Re: Transparent Data Encryption (TDE) and encrypted files

From: Robert Haas <robertmhaas(at)gmail(dot)com>
To: Stephen Frost <sfrost(at)snowman(dot)net>
Cc: Tomas Vondra <tomas(dot)vondra(at)2ndquadrant(dot)com>, Peter Eisentraut <peter(dot)eisentraut(at)2ndquadrant(dot)com>, Bruce Momjian <bruce(at)momjian(dot)us>, PostgreSQL-development <pgsql-hackers(at)postgresql(dot)org>
Subject: Re: Transparent Data Encryption (TDE) and encrypted files
Date: 2019-10-04 13:18:58
Message-ID: CA+TgmoZhbeYmRoAccJ1oCN03Jz2Uak18QN4afx4WD7g+j7SVcQ@mail.gmail.com
Views: Raw Message | Whole Thread | Download mbox | Resend email
Thread:
Lists: pgsql-hackers

On Thu, Oct 3, 2019 at 9:42 PM Stephen Frost <sfrost(at)snowman(dot)net> wrote:
> > It doesn't seem like it would require
> > much work at all to construct an argument that a hacker might enjoy
> > having unfettered access to pg_clog even if no other part of the
> > database can be read.
>
> The question isn't about what hackers would like to have access to, it's
> about what would actually provide them with a channel to get information
> that's sensitive, and at what rate.
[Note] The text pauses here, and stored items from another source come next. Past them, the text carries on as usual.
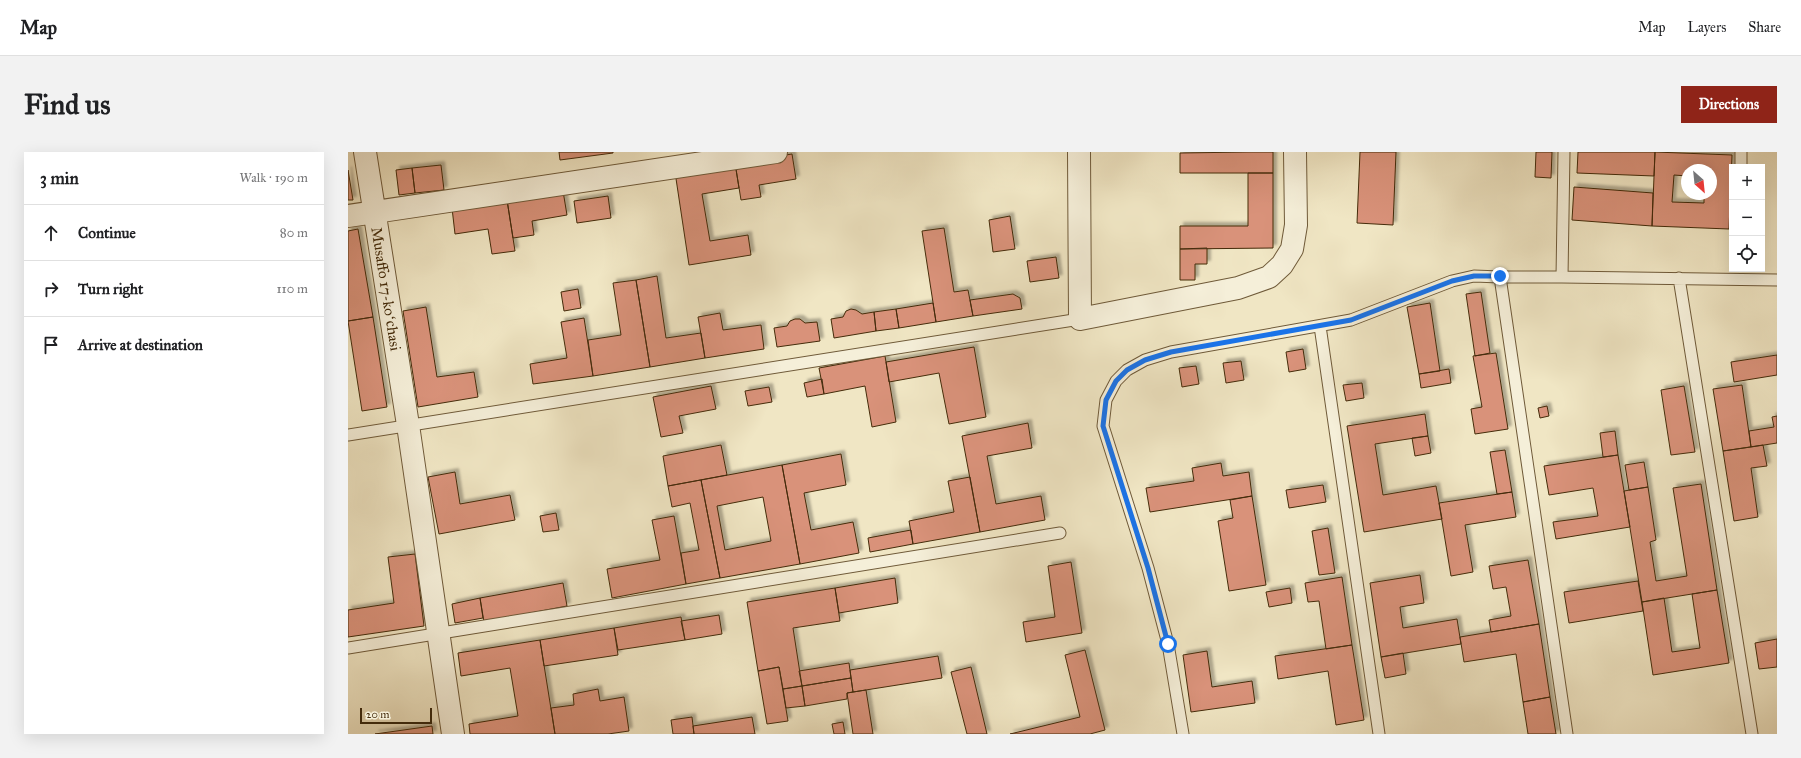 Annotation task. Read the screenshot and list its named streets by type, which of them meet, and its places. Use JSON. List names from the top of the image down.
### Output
{
  "streets": {
    "street": ["Musaffo 17-koʻchasi"]
  },
  "scale_bar": "20 m",
  "north": "bottom right",
  "page": {
    "header": "Map",
    "nav": ["Map", "Layers", "Share"],
    "buttons": "Directions",
    "title": "Find us",
    "heading": ["3 min", "Walk · 190 m"],
    "map_buttons": ["+", "−"],
    "list": [
      ["Continue", "80 m"],
      ["Turn right", "110 m"],
      "Arrive at destination"
    ],
    "scale": "20 m"
  }
}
Perhaps there's an argument to be
> made that clog would provide a high enough rate of information that
> could be used to glean sensitive information, but that's certainly not
> an argument that's been put forth, instead it's the knee-jerk reaction
> of "oh goodness, if anything isn't encrypted then hackers will be able
> to get access to everything" and that's just not a real argument.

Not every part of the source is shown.